Researchers Identify Cause of Gene Therapy-Induced Leukemia

Researchers have determined why two children with X-linked severe combined immunodeficiency (SCID-X1) developed a leukemia-like syndrome nearly 3 years after being treated with gene therapy. The children were 2 of 10 patients in a clinical trial in France.

A known risk of gene therapy is insertional mutagenesis, or the insertion of a retroviral vector, which could activate a proto-oncogene or inactivate a tumor suppressor gene, leading to cancer. Salima Hacein-Bey-Abina, Ph.D., of the Laboratoire INSERM in France, reported that, in the two children, the retrovirus inserted the corrected gene near the promoter region of the LMO2 oncogene. Activation of this gene led to the uncontrollable proliferation of mature T cells. Both patients have received conventional leukemia treatments and are in clinical remission.

The report was published in the October 17 issue of Science.

See also News, Vol. 95, No. 14, p. 1032, "For Gene Therapy, Now-Quantified Risks Are Deemed Troubling."

Study Backs 3-Year Interval for Cervical Cancer Screening

Lengthening the cervical cancer screening interval to 3 years is associated with a low risk of cervical cancer, according to a new study.

The U.S. Preventive Services Task Force recently recommended that screening for cervical cancer be performed every 3 years rather than every year. However, the actual risk of cervical cancer associated with less frequent screening has not been determined.

George F. Sawaya, M.D., of the University of California, San Francisco, and his colleagues examined the rates of cervical cancer among 938,576 women under the age of 65. They estimated that lengthening the screening interval to 3 years for women who have had at least three previous negative Pap tests was associated with an excess cervical cancer risk of less than 3 in 100,000 women.

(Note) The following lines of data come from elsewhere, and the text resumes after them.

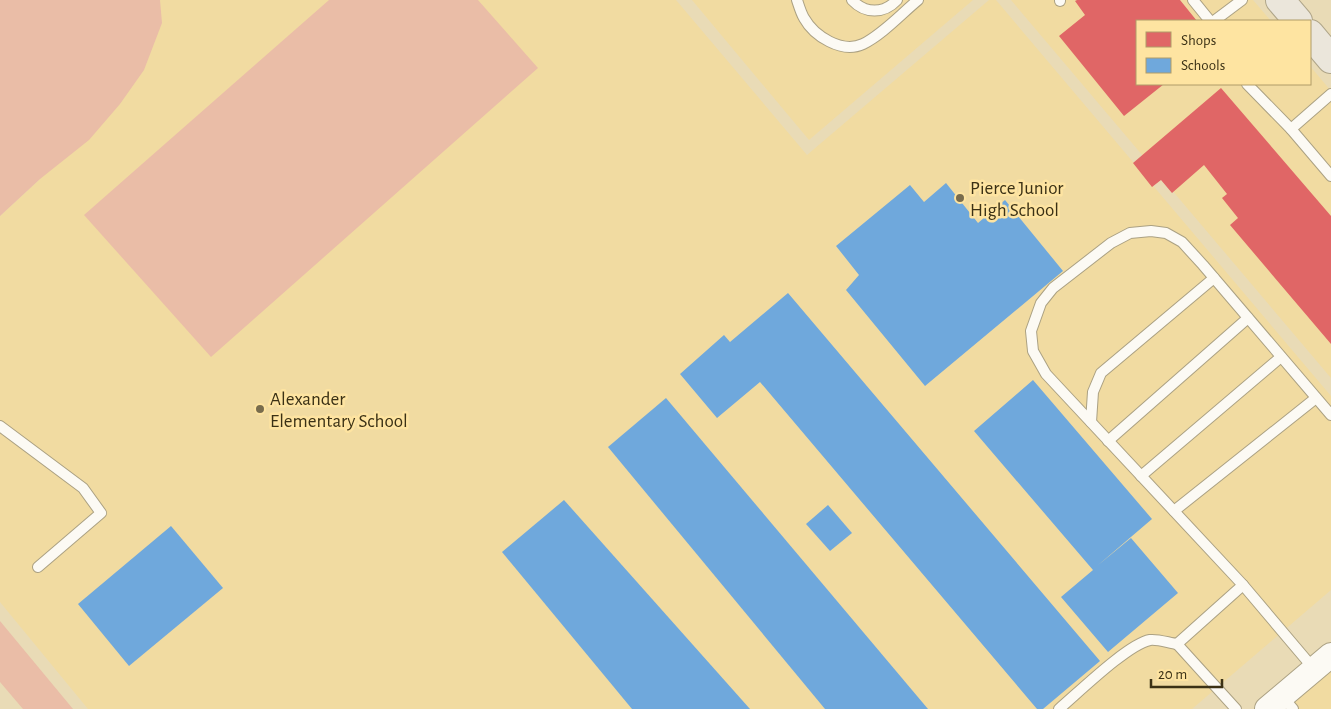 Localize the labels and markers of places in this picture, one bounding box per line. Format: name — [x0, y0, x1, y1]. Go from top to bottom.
place label: Pierce Junior High School — [970, 179, 1063, 220]
marker: Pierce Junior High School — [954, 192, 966, 204]
place label: Alexander Elementary School — [270, 390, 408, 431]
marker: Alexander Elementary School — [254, 403, 266, 415] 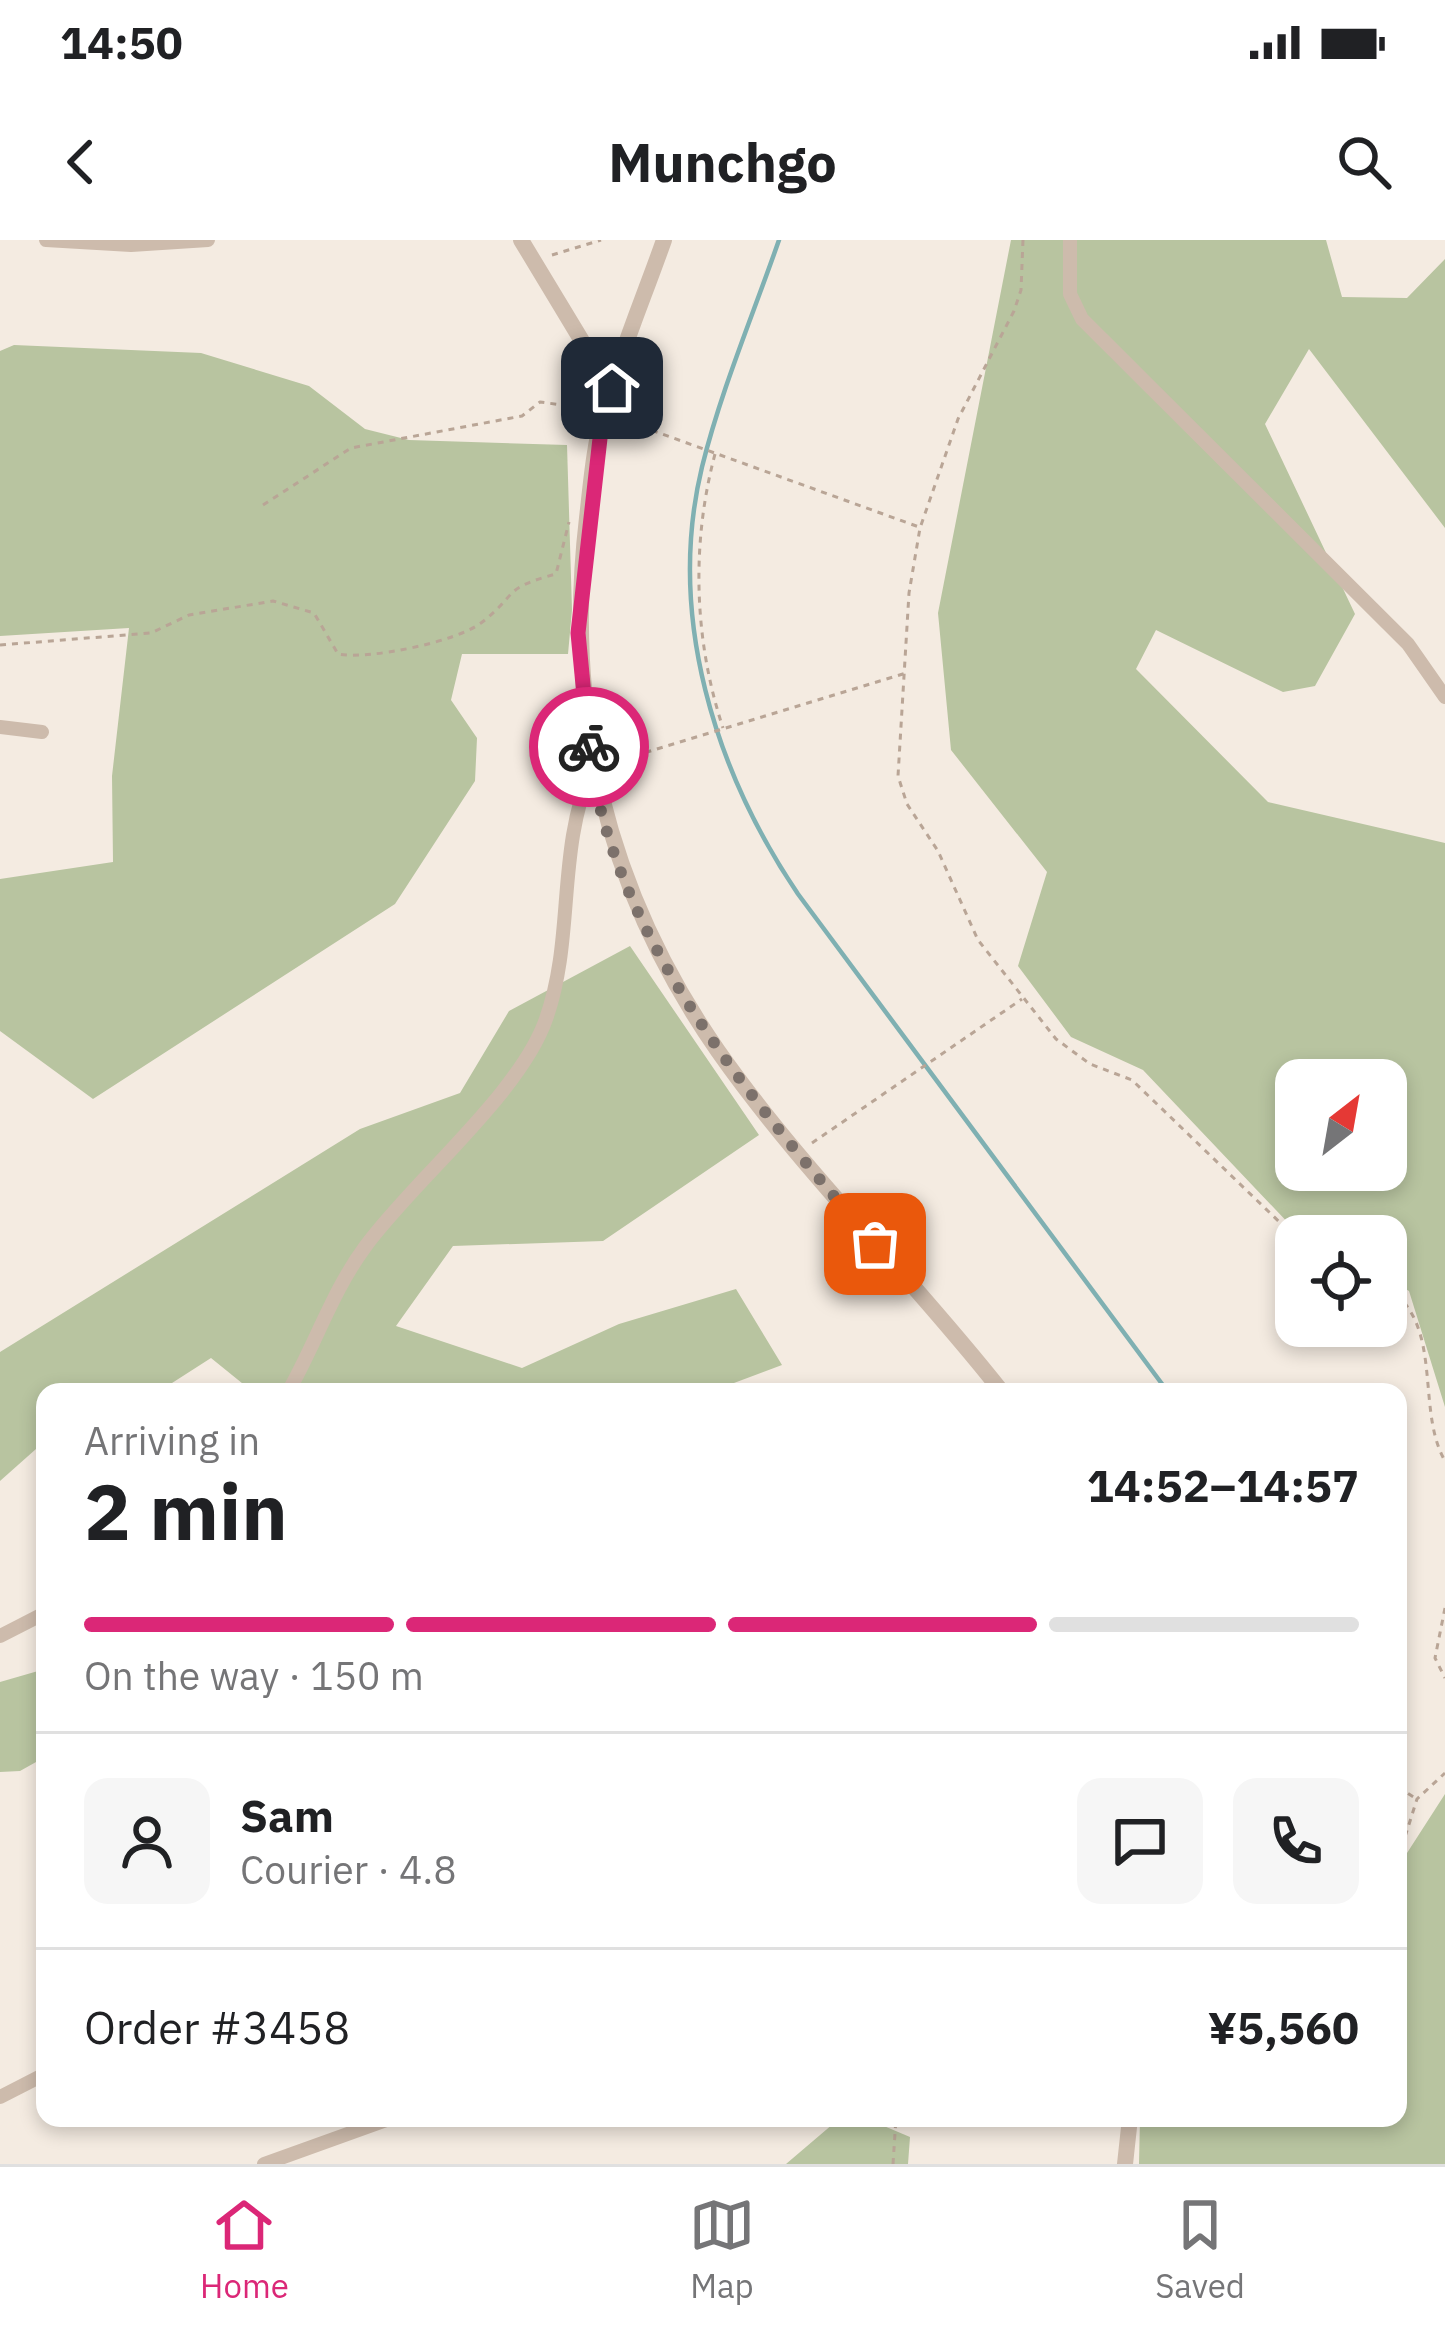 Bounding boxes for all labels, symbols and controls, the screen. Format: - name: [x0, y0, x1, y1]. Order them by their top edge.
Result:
- text: 14:50: [60, 13, 183, 71]
- text: Munchgo: [608, 127, 837, 197]
- icon: back: [48, 129, 114, 195]
- icon: search: [1331, 129, 1397, 195]
- pin: [561, 337, 663, 439]
- icon: home: [579, 355, 645, 421]
- courier: [529, 687, 649, 807]
- icon: bike: [556, 714, 622, 780]
- north arrow: [1275, 1059, 1407, 1191]
- map controls: [1275, 1059, 1407, 1347]
- pin: [824, 1193, 926, 1295]
- icon: bag: [842, 1211, 908, 1277]
- button: locate: [1275, 1215, 1407, 1347]
- text: Arriving in: [84, 1415, 260, 1466]
- text: 14:52–14:57: [1087, 1456, 1359, 1514]
- text: 2 min: [84, 1460, 288, 1561]
- text: On the way · 150 m: [84, 1650, 424, 1701]
- button: person: [84, 1778, 210, 1904]
- button: chat: [1077, 1778, 1203, 1904]
- button: phone: [1233, 1778, 1359, 1904]
- text: Sam: [240, 1786, 334, 1844]
- text: Courier · 4.8: [240, 1844, 457, 1895]
- text: Order #3458: [84, 1998, 350, 2056]
- text: ¥5,560: [1208, 1998, 1359, 2056]
- tab: Home: [200, 2192, 289, 2307]
- tab: Map: [689, 2192, 755, 2307]
- tab: Saved: [1155, 2192, 1245, 2307]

The study appeared in the October 15 issue of the New England Journal of Medicine.

See also News, Vol. 95, No. 6, p. 424, "Guidelines Recommend Less Frequent Screening Interval for Cervical Cancer."

Cholesterol-Lowering Drugs Associated With Lower Risk of Breast Cancer

A new study suggests that cholesterol-lowering drugs may be associated with a reduced risk of breast cancer in older women.

Jane A. Cauley, Dr.P.H., of the University of Pittsburgh, and her colleagues studied the association between use of lipid-lowering agents, including statins and nonstatin drugs, and risk of breast cancer among 7,528 women age 65 and older who had participated in the Study of Osteoporotic Fractures.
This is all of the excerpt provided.